Problem details: Retype, word for word, the lines from the first line of the entries through the line that holds "0 #8c8486) drop-shadow(-3px"; leave out the pictures.

Data for analysis:
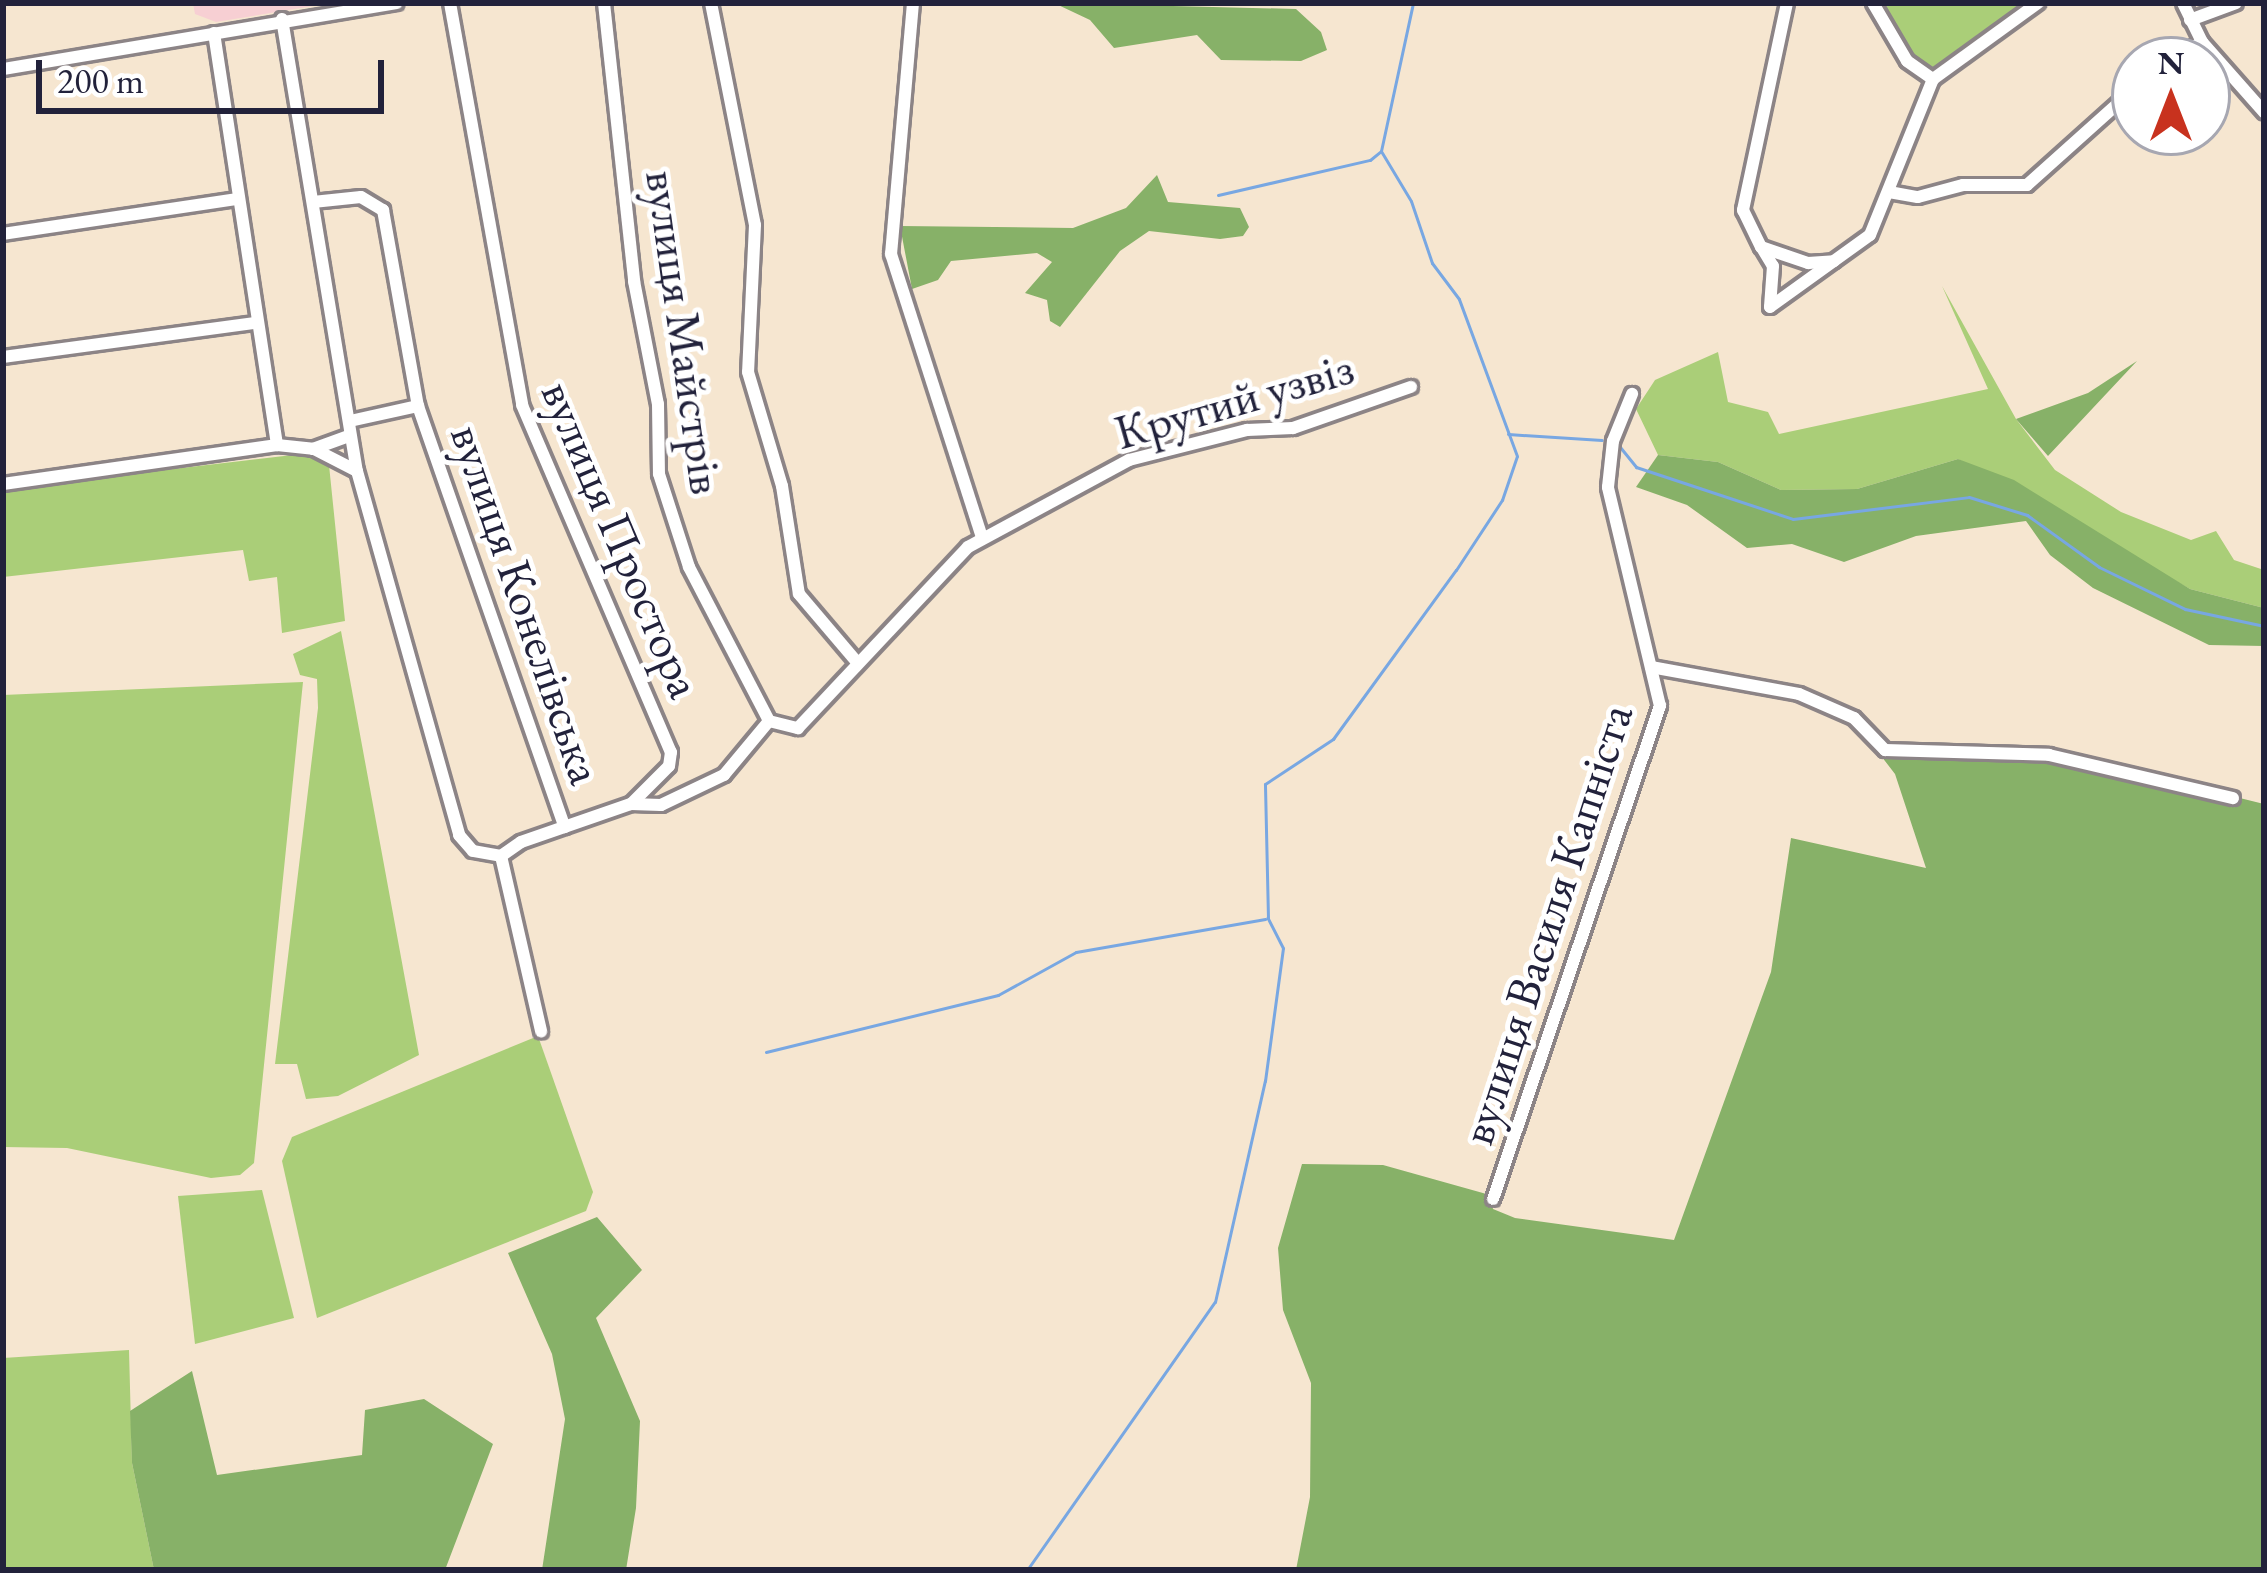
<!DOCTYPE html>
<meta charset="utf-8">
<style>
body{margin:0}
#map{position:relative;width:2267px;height:1573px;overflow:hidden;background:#f6e6d0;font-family:"EB Garamond",serif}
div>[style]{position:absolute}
.built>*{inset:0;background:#f7cfd3}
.green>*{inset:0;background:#aace78}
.forest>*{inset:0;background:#87b168}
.stream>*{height:3px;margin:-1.5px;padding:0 1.5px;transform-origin:1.5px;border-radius:1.5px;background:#78a7e2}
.roads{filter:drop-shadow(3px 0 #8c8486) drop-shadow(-3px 0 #8c8486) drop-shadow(0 3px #8c8486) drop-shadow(0 -3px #8c8486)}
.minor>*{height:12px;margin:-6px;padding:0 6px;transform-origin:6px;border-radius:6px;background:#fff}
span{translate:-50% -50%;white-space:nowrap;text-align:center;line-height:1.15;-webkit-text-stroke:10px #fff;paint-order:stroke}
.street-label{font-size:48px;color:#22223b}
.frame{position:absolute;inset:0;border:6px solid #22223b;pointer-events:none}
.north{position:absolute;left:2111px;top:36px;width:120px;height:120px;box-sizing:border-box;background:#fff;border:3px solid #a7a7b1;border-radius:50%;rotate:0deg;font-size:33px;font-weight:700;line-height:48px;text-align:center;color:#22223b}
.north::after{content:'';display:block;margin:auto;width:42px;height:54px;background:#c8321e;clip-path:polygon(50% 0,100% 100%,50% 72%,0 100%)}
.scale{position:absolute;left:36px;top:60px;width:348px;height:54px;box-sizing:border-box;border:6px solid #22223b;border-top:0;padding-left:15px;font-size:36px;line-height:42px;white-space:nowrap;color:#22223b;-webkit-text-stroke:9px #fff;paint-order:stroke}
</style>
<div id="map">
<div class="built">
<div style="clip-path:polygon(193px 3px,331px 3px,216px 22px,195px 14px)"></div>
</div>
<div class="green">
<div style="clip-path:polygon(1876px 3px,2033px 3px,1925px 73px)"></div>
<div style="clip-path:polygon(1942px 286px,2016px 419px,2055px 470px,2121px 512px,2191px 540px,2216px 531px,2234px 560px,2264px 570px,2264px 608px,2190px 589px,1958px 459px,1857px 489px,1781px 490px,1718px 462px,1658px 455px,1636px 409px,1655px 380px,1718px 352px,1728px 402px,1768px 412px,1779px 434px,1988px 389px)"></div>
<div style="clip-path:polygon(310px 453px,329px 465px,345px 621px,282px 633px,277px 577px,249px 581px,243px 550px,3px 577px,3px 489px)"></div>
<div style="clip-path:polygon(341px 631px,419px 1055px,338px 1096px,306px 1099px,297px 1064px,275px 1064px,318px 708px,317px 679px,300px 675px,293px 654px)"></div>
<div style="clip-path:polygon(303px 682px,254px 1163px,240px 1175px,211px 1178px,67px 1148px,3px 1147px,3px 695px)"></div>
<div style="clip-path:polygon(538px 1036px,593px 1192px,586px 1211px,317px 1318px,282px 1161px,292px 1137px)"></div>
<div style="clip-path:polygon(262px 1190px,294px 1318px,195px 1344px,178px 1196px)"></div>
<div style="clip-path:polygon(129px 1350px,132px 1463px,154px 1570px,3px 1570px,3px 1358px)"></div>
</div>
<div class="forest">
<div style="clip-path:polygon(1054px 3px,1296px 9px,1321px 32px,1327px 50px,1301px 61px,1221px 60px,1197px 35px,1114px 48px,1090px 20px)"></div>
<div style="clip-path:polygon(1157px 175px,1168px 202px,1240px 208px,1249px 227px,1243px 236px,1220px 239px,1149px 231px,1120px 251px,1060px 327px,1050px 321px,1047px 300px,1025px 293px,1052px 262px,1037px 253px,951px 261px,938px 280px,912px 289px,900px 226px,1073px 228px,1126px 208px)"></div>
<div style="clip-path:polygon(2137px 361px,2048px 456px,2016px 419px,2088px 393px)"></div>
<div style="clip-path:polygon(1658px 455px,1718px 462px,1781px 490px,1857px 489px,1958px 459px,2014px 480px,2190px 589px,2264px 608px,2264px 646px,2209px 645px,2093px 588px,2050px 555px,2026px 521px,1916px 536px,1844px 562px,1792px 544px,1747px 548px,1687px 505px,1636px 487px)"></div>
<div style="clip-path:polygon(1865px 735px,1887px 745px,2062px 754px,2264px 804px,2264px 1570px,1296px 1570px,1310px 1497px,1311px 1383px,1283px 1310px,1278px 1248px,1302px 1164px,1383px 1165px,1490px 1195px,1493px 1209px,1515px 1218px,1674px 1240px,1771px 972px,1791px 838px,1926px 868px,1895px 774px)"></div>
<div style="clip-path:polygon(597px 1217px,642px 1270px,596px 1318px,640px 1421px,636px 1508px,626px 1570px,542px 1570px,565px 1419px,552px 1354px,508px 1253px)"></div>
<div style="clip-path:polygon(192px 1371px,217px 1475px,362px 1455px,365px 1410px,424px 1399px,493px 1444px,445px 1570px,154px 1570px,132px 1463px,130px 1411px)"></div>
</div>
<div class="stream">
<div style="left:1218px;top:195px;width:156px;rotate:-13deg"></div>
<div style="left:1370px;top:160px;width:14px;rotate:-39deg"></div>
<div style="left:1508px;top:434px;width:94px;rotate:3.7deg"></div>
<div style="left:1620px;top:447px;width:26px;rotate:51deg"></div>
<div style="left:1636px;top:467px;width:165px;rotate:18.3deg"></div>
<div style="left:1793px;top:519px;width:177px;rotate:-7.1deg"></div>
<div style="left:1969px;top:497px;width:61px;rotate:17.2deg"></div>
<div style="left:2027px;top:515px;width:89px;rotate:35.8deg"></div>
<div style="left:2099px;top:567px;width:96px;rotate:26deg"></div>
<div style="left:2185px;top:609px;width:81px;rotate:12.1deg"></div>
<div style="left:766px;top:1052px;width:239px;rotate:-13.8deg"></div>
<div style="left:998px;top:995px;width:89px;rotate:-28.9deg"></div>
<div style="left:1076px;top:952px;width:192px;rotate:-9.9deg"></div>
<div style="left:1027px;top:1570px;width:327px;rotate:-55deg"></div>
<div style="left:1215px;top:1302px;width:227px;rotate:-77.3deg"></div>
<div style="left:1265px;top:1081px;width:134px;rotate:-82.3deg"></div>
<div style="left:1283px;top:948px;width:34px;rotate:-117deg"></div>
<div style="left:1268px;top:918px;width:134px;rotate:-91.3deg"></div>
<div style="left:1265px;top:784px;width:82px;rotate:-33.5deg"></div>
<div style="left:1333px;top:739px;width:209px;rotate:-54deg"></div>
<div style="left:1456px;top:570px;width:84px;rotate:-56.7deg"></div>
<div style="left:1502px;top:500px;width:46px;rotate:-71.2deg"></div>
<div style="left:1517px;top:456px;width:167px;rotate:-110.3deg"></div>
<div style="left:1459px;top:299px;width:45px;rotate:-126.9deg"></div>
<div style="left:1432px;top:263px;width:65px;rotate:-108.7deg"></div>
<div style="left:1411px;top:201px;width:58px;rotate:-121deg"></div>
<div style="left:1381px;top:151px;width:151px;rotate:-77.8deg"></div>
</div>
<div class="roads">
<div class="minor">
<div style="left:450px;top:3px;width:408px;rotate:79.8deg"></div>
<div style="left:522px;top:405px;width:378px;rotate:66.8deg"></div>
<div style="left:671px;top:752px;width:14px;rotate:98deg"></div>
<div style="left:669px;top:766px;width:54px;rotate:135deg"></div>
<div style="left:604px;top:3px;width:280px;rotate:83.8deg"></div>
<div style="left:634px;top:281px;width:125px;rotate:79deg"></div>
<div style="left:658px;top:404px;width:70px;rotate:89.2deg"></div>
<div style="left:659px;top:474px;width:98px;rotate:72.1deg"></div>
<div style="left:689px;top:567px;width:174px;rotate:62.5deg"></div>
<div style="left:711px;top:3px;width:226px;rotate:78.8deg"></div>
<div style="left:755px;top:225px;width:147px;rotate:92.7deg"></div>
<div style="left:748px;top:372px;width:119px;rotate:73.4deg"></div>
<div style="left:782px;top:486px;width:109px;rotate:81.1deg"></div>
<div style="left:799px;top:594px;width:88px;rotate:49.6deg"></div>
<div style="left:913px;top:3px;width:252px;rotate:95deg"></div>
<div style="left:891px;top:254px;width:298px;rotate:72.2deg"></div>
<div style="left:1787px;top:3px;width:212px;rotate:102deg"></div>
<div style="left:1743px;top:210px;width:41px;rotate:64.1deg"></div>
<div style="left:1761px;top:247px;width:50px;rotate:18.8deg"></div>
<div style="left:1808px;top:263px;width:26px;rotate:-4deg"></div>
<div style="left:1873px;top:3px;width:67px;rotate:59.6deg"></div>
<div style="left:1907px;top:61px;width:32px;rotate:35deg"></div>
<div style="left:2183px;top:3px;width:43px;rotate:64deg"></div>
<div style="left:2202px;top:42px;width:94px;rotate:48.5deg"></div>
<div style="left:282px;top:19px;width:458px;rotate:80.6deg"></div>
<div style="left:357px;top:471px;width:378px;rotate:74.3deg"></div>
<div style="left:459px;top:835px;width:21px;rotate:49deg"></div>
<div style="left:473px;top:851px;width:28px;rotate:10deg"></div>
<div style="left:2190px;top:20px;width:49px;rotate:-20.3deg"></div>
<div style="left:214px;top:33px;width:417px;rotate:81.3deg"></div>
<div style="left:2171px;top:60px;width:36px;rotate:-30deg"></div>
<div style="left:3px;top:69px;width:399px;rotate:-9.5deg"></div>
<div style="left:1889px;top:192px;width:29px;rotate:10deg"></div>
<div style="left:1918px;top:197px;width:47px;rotate:-14.9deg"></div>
<div style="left:1963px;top:185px;width:64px"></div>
<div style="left:2027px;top:185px;width:145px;rotate:-41.9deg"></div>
<div style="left:313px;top:202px;width:48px;rotate:-5.9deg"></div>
<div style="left:361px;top:197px;width:26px;rotate:31deg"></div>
<div style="left:383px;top:210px;width:199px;rotate:79.9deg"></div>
<div style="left:418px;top:406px;width:446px;rotate:70.8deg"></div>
<div style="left:3px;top:234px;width:238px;rotate:-8.5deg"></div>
<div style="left:1762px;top:248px;width:21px;rotate:59deg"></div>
<div style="left:1773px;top:266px;width:41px;rotate:94.2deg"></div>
<div style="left:1770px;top:307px;width:123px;rotate:-35.8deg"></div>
<div style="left:1870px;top:235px;width:168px;rotate:-68deg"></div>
<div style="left:1933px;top:79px;width:130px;rotate:-35.9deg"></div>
<div style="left:3px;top:357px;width:254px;rotate:-7.7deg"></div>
<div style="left:350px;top:421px;width:70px;rotate:-12.4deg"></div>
<div style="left:314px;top:449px;width:48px;rotate:27.1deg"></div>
<div style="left:3px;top:484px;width:277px;rotate:-8.1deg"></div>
<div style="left:277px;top:445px;width:36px;rotate:6deg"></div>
<div style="left:313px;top:449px;width:38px;rotate:-20deg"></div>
<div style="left:1651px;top:667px;width:150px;rotate:10.3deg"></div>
<div style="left:1799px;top:694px;width:60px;rotate:23.6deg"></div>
<div style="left:1854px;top:718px;width:45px;rotate:45.9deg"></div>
<div style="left:1885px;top:750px;width:164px;rotate:1.7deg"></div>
<div style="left:2049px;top:755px;width:189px;rotate:13.2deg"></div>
<div style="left:501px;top:856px;width:24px;rotate:-35deg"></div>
<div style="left:521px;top:842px;width:116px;rotate:-19.1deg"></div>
<div style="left:631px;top:804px;width:30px;rotate:2deg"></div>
<div style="left:661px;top:805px;width:70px;rotate:-25.5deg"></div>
<div style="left:724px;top:775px;width:70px;rotate:-50.2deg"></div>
<div style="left:769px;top:721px;width:30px;rotate:14deg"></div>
<div style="left:798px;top:728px;width:248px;rotate:-46.8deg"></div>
<div style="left:968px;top:547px;width:183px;rotate:-28.4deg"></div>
<div style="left:1129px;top:460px;width:122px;rotate:-14.3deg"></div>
<div style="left:1247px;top:430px;width:46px;rotate:-2.5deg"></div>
<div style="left:1293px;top:428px;width:125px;rotate:-19.2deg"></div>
<div style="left:501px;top:856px;width:180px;rotate:77.1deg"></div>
<div style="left:1493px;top:1199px;width:521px;rotate:-71.29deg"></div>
<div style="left:1660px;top:706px;width:225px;rotate:-103.4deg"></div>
<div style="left:1608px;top:487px;width:46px;rotate:-83.8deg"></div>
<div style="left:1613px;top:441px;width:51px;rotate:-68deg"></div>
</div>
</div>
<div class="street-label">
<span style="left:685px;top:332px;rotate:82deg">вулиця Майстрів</span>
<span style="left:1234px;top:400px;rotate:-16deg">Крутий узвіз</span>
<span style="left:622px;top:539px;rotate:67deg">вулиця Простора</span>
<span style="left:527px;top:604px;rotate:71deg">вулиця Конелівська</span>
<span style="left:1546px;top:924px;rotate:-72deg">вулиця Василя Капніста</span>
</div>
<div class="frame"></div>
<div class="north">N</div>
<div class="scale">200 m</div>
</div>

Exercise response:
<!DOCTYPE html>
<meta charset="utf-8">
<style>
body{margin:0}
#map{position:relative;width:2267px;height:1573px;overflow:hidden;background:#f6e6d0;font-family:"EB Garamond",serif}
div>[style]{position:absolute}
.built>*{inset:0;background:#f7cfd3}
.green>*{inset:0;background:#aace78}
.forest>*{inset:0;background:#87b168}
.stream>*{height:3px;margin:-1.5px;padding:0 1.5px;transform-origin:1.5px;border-radius:1.5px;background:#78a7e2}
.roads{filter:drop-shadow(3px 0 #8c8486) drop-shadow(-3px 0 #8c8486) drop-shadow(0 3px #8c8486) drop-shadow(0 -3px #8c8486)}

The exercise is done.